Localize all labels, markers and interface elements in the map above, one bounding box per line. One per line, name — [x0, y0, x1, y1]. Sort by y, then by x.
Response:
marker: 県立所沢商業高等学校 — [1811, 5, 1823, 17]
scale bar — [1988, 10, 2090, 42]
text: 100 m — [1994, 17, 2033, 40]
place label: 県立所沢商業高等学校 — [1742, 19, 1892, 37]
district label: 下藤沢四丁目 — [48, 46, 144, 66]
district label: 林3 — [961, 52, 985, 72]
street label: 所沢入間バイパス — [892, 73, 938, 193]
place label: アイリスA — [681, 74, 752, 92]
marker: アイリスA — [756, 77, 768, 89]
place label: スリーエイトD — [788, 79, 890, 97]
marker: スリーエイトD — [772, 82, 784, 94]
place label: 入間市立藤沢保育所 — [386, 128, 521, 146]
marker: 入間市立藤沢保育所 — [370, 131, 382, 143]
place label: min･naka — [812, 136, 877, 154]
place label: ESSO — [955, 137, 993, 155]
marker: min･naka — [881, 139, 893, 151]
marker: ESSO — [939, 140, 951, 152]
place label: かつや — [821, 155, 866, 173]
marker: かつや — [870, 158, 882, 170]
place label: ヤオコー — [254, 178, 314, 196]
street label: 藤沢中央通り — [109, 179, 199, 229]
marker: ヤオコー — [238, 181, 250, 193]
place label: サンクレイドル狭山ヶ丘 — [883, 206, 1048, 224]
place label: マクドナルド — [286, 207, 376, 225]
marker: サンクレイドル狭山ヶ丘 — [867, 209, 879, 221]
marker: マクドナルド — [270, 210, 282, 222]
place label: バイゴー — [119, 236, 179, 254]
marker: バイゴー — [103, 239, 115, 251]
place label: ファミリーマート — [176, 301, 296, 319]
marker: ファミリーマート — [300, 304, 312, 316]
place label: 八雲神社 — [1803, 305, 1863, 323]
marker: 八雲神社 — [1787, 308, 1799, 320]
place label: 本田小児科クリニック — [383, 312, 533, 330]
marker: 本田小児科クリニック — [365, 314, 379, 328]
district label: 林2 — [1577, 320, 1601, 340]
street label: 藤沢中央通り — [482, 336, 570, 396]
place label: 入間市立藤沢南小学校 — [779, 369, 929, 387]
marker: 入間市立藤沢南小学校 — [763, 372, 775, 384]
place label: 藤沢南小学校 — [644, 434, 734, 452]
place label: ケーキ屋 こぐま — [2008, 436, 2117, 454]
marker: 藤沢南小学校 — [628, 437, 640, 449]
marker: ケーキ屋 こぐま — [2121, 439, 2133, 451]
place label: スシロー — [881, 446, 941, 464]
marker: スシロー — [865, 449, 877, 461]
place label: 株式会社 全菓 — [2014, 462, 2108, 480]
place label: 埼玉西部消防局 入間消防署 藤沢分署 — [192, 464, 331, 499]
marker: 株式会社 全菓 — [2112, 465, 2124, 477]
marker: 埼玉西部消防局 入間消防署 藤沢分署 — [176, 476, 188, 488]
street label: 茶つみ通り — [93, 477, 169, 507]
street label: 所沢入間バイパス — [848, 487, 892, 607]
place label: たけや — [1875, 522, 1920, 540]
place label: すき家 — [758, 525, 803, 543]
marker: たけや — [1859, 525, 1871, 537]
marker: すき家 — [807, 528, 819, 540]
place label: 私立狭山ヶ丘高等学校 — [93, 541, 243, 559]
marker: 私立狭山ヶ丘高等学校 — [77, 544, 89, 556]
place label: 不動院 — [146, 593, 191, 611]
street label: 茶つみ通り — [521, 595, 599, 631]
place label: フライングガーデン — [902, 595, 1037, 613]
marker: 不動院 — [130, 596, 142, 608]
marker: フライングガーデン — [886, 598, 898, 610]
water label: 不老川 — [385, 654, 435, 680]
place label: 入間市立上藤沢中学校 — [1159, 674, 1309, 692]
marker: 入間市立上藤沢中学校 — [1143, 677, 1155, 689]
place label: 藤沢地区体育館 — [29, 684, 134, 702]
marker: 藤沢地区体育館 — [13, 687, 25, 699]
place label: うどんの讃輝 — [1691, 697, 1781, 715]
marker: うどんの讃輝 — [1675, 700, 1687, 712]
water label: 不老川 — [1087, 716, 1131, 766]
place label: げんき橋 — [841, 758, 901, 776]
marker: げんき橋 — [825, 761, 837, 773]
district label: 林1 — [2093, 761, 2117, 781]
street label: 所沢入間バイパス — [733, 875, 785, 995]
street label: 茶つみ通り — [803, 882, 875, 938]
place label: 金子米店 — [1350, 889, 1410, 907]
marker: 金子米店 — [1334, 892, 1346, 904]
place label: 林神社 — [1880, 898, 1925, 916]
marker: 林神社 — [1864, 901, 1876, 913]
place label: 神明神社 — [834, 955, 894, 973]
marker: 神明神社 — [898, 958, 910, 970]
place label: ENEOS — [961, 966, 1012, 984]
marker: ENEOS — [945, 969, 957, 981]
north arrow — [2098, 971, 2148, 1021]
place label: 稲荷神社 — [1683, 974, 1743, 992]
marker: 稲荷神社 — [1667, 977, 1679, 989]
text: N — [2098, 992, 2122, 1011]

→ Aim of the exercise: All of the data above should be reproduced word for word.

→ Answer space:
Localize all labels, markers and interface elements in the map above, one bounding box per line. One per line, name — [x0, y0, x1, y1]. Sort by y, then by x.
Response:
marker: 県立所沢商業高等学校 — [1811, 5, 1823, 17]
scale bar — [1988, 10, 2090, 42]
text: 100 m — [1994, 17, 2033, 40]
place label: 県立所沢商業高等学校 — [1742, 19, 1892, 37]
district label: 下藤沢四丁目 — [48, 46, 144, 66]
district label: 林3 — [961, 52, 985, 72]
street label: 所沢入間バイパス — [892, 73, 938, 193]
place label: アイリスA — [681, 74, 752, 92]
marker: アイリスA — [756, 77, 768, 89]
place label: スリーエイトD — [788, 79, 890, 97]
marker: スリーエイトD — [772, 82, 784, 94]
place label: 入間市立藤沢保育所 — [386, 128, 521, 146]
marker: 入間市立藤沢保育所 — [370, 131, 382, 143]
place label: min･naka — [812, 136, 877, 154]
place label: ESSO — [955, 137, 993, 155]
marker: min･naka — [881, 139, 893, 151]
marker: ESSO — [939, 140, 951, 152]
place label: かつや — [821, 155, 866, 173]
marker: かつや — [870, 158, 882, 170]
place label: ヤオコー — [254, 178, 314, 196]
street label: 藤沢中央通り — [109, 179, 199, 229]
marker: ヤオコー — [238, 181, 250, 193]
place label: サンクレイドル狭山ヶ丘 — [883, 206, 1048, 224]
place label: マクドナルド — [286, 207, 376, 225]
marker: サンクレイドル狭山ヶ丘 — [867, 209, 879, 221]
marker: マクドナルド — [270, 210, 282, 222]
place label: バイゴー — [119, 236, 179, 254]
marker: バイゴー — [103, 239, 115, 251]
place label: ファミリーマート — [176, 301, 296, 319]
marker: ファミリーマート — [300, 304, 312, 316]
place label: 八雲神社 — [1803, 305, 1863, 323]
marker: 八雲神社 — [1787, 308, 1799, 320]
place label: 本田小児科クリニック — [383, 312, 533, 330]
marker: 本田小児科クリニック — [365, 314, 379, 328]
district label: 林2 — [1577, 320, 1601, 340]
street label: 藤沢中央通り — [482, 336, 570, 396]
place label: 入間市立藤沢南小学校 — [779, 369, 929, 387]
marker: 入間市立藤沢南小学校 — [763, 372, 775, 384]
place label: 藤沢南小学校 — [644, 434, 734, 452]
place label: ケーキ屋 こぐま — [2008, 436, 2117, 454]
marker: 藤沢南小学校 — [628, 437, 640, 449]
marker: ケーキ屋 こぐま — [2121, 439, 2133, 451]
place label: スシロー — [881, 446, 941, 464]
marker: スシロー — [865, 449, 877, 461]
place label: 株式会社 全菓 — [2014, 462, 2108, 480]
place label: 埼玉西部消防局 入間消防署 藤沢分署 — [192, 464, 331, 499]
marker: 株式会社 全菓 — [2112, 465, 2124, 477]
marker: 埼玉西部消防局 入間消防署 藤沢分署 — [176, 476, 188, 488]
street label: 茶つみ通り — [93, 477, 169, 507]
street label: 所沢入間バイパス — [848, 487, 892, 607]
place label: たけや — [1875, 522, 1920, 540]
place label: すき家 — [758, 525, 803, 543]
marker: たけや — [1859, 525, 1871, 537]
marker: すき家 — [807, 528, 819, 540]
place label: 私立狭山ヶ丘高等学校 — [93, 541, 243, 559]
marker: 私立狭山ヶ丘高等学校 — [77, 544, 89, 556]
place label: 不動院 — [146, 593, 191, 611]
street label: 茶つみ通り — [521, 595, 599, 631]
place label: フライングガーデン — [902, 595, 1037, 613]
marker: 不動院 — [130, 596, 142, 608]
marker: フライングガーデン — [886, 598, 898, 610]
water label: 不老川 — [385, 654, 435, 680]
place label: 入間市立上藤沢中学校 — [1159, 674, 1309, 692]
marker: 入間市立上藤沢中学校 — [1143, 677, 1155, 689]
place label: 藤沢地区体育館 — [29, 684, 134, 702]
marker: 藤沢地区体育館 — [13, 687, 25, 699]
place label: うどんの讃輝 — [1691, 697, 1781, 715]
marker: うどんの讃輝 — [1675, 700, 1687, 712]
water label: 不老川 — [1087, 716, 1131, 766]
place label: げんき橋 — [841, 758, 901, 776]
marker: げんき橋 — [825, 761, 837, 773]
district label: 林1 — [2093, 761, 2117, 781]
street label: 所沢入間バイパス — [733, 875, 785, 995]
street label: 茶つみ通り — [803, 882, 875, 938]
place label: 金子米店 — [1350, 889, 1410, 907]
marker: 金子米店 — [1334, 892, 1346, 904]
place label: 林神社 — [1880, 898, 1925, 916]
marker: 林神社 — [1864, 901, 1876, 913]
place label: 神明神社 — [834, 955, 894, 973]
marker: 神明神社 — [898, 958, 910, 970]
place label: ENEOS — [961, 966, 1012, 984]
marker: ENEOS — [945, 969, 957, 981]
north arrow — [2098, 971, 2148, 1021]
place label: 稲荷神社 — [1683, 974, 1743, 992]
marker: 稲荷神社 — [1667, 977, 1679, 989]
text: N — [2098, 992, 2122, 1011]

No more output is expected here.